My agility class did a lot of core conditioning and rear end awareness exercises. The conditioning was on a variety of surface and equipments like the peanut, wobble board, those balls that are halved, etc. We used free shaping instead of a lure. We'd look at the object (not the dog), no noise, no lure. I treat the dog when it puts one paw on the object. Then two paws, then right placement, so on till the dog is on the object. Once the dog is used to free shaping, it'll easily offer up various behaviors. My dog is small so not too hard to balance the equipments on my own with my two legs while I sit on a chair. The way you treat also helps to challenge the dog. For example, on a wobble board, we treat the dog behind them to make them turn around. Same idea on the peanut or other inflatables. The agility instructor showed us how eventually we should be able to turn the peanut or other balls while the dog walks on it. We also practice making the dog stand in small boxes or on small surface so the four feet are all touching each other, also done thru free shaping.

The exercises definitely helped my dog to balance better and be more confident about new objects. 
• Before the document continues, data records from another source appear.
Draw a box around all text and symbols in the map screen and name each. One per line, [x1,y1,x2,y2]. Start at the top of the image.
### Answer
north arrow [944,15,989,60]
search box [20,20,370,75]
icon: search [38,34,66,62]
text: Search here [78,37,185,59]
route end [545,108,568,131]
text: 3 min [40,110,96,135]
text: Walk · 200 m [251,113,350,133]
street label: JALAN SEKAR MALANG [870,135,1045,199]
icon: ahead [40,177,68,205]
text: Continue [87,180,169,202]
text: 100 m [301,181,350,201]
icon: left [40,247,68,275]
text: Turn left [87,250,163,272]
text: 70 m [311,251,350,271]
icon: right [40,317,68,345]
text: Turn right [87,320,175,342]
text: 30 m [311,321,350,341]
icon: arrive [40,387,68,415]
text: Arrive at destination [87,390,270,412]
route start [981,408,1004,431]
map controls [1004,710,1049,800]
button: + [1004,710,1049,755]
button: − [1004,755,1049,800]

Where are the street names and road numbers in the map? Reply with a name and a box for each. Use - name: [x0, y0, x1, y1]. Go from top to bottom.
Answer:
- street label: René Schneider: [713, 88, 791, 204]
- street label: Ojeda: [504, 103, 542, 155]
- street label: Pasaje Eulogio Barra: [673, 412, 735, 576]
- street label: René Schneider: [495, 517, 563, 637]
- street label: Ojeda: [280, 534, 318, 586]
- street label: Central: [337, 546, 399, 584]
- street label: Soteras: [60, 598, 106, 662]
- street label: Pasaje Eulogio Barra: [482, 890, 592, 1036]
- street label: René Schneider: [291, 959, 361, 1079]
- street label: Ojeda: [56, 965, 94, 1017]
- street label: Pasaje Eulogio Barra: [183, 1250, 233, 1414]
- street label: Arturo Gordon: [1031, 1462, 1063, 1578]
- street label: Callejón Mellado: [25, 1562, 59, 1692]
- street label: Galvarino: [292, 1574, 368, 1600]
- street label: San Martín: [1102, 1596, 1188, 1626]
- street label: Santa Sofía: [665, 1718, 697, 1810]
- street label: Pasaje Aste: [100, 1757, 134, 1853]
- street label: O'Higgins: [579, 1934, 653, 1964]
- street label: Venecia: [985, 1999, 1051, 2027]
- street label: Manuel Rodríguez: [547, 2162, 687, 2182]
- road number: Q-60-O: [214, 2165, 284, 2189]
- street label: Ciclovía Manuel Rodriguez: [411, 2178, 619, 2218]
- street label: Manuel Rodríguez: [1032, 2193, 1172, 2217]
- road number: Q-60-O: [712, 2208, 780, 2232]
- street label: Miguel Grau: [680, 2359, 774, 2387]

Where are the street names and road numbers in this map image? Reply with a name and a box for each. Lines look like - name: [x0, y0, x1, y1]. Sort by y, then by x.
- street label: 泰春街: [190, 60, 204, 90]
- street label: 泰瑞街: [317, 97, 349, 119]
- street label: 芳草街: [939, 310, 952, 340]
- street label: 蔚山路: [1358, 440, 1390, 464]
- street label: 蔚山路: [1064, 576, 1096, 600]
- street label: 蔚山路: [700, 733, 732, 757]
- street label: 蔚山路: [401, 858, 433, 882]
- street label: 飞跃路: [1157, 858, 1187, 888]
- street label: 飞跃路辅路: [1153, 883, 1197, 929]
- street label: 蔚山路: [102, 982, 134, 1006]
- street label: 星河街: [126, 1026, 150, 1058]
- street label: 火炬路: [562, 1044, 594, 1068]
Since I don't want to invest in one yet, I use rocks that are pointy at the top (no flat edges) and make her balance on top or a wobbly and uneven tree trunk that she has to walk on. She tries hard and sometimes will fall because some of the stuff I ask her to get on is truly a bit unreasonable but she will give it a try anyways. Good sport!


----------



## I_LOVE_MY_MIKKO (Oct 4, 2006)

onyx'girl said:


> We put it against the wall to support it, and it did take two of us to work it. We coaxed Karlo up with a can of string cheese. The first lesson we put a dab of cheese high up on a door so he could lick it off when he got that high. Two feet up first, stretching to get to it.
> We used a placeboard next to the peanut and then just asked him to "up". It only took a few commands before he was up there on all fours. By the second session he was up on all fours and turning around. We started jiggling it so he'd have to balance(still against the wall) and then moved it away from the wall, yet still keeping it in place.
> I wish I'd had my harness to help him in the first session, but we just used a flat buckle collar.
> 
> ...



Thanks! I'll try it against the wall first, I didn't think of that. I like the one I bought, it seems thick and he's stuck his nails into it and it hasn't popped, for $34 it's worth it, but I think I should have bought the next largest size, I'm not sure the 60cm is big enough.


----------



## Smithie86 (Jan 9, 2001)

Huge focus for us, for normal consistent conditioning and stretching. How many people do you see at training that really do nothing during the week with dogs, pull them out of the crate at training and expect good performance.


----------



## onyx'girl (May 18, 2007)

What do you do Sue? Do you use the peanuts/balls? Or exercises to keep the dog toned? I'd like to read others experiences with core condition training!


----------



## Mikelia (Aug 29, 2012)

I have yet to invest in these but my dogs love the balance work. We started doing it for the teeter in agility. My trainer has a peanut, a few big yoga balls, the wobble board, the blow up disc things and these two big donuts. My border collie cross's favourite is the donuts, she stands with back legs on one donut, front legs on another. I will make her turn around, stand on one, stand on both and will lift her legs up making her balance on oposite legs. The yoga ball (I like it better than the peanut for some reason) she will down, sit, stand on her hind legs, turn around and we do the leg lifting thing. And she loves the wobble board - will stand on it with all four feet and have it balancing on the little nub underneath it. 
I do these things with them because they really enjoy it, it works muscles they don't work while running and jumping, and really builds their confidence with obstacles. They learn hind end awareness and how to balance, how their body movements affect their balance. But really and truly I do it with them because they really really love it, and it is hilarious watching them try to figure it out. Oooohhhh, you want me to back up to it, lift one foot onto it and then the other? Ok mom, if you say so. Lol. Then they start to lift one hind foot while staring at you and try to find the object with that hind food. Kind of reminds me of a parrot picking something up


----------



## Chicagocanine (Aug 7, 2008)

Bear L said:


> Since I don't want to invest in one yet, I use rocks that are pointy at the top (no flat edges) and make her balance on top or a wobbly and uneven tree trunk that she has to walk on. She tries hard and sometimes will fall because some of the stuff I ask her to get on is truly a bit unreasonable but she will give it a try anyways. Good sport!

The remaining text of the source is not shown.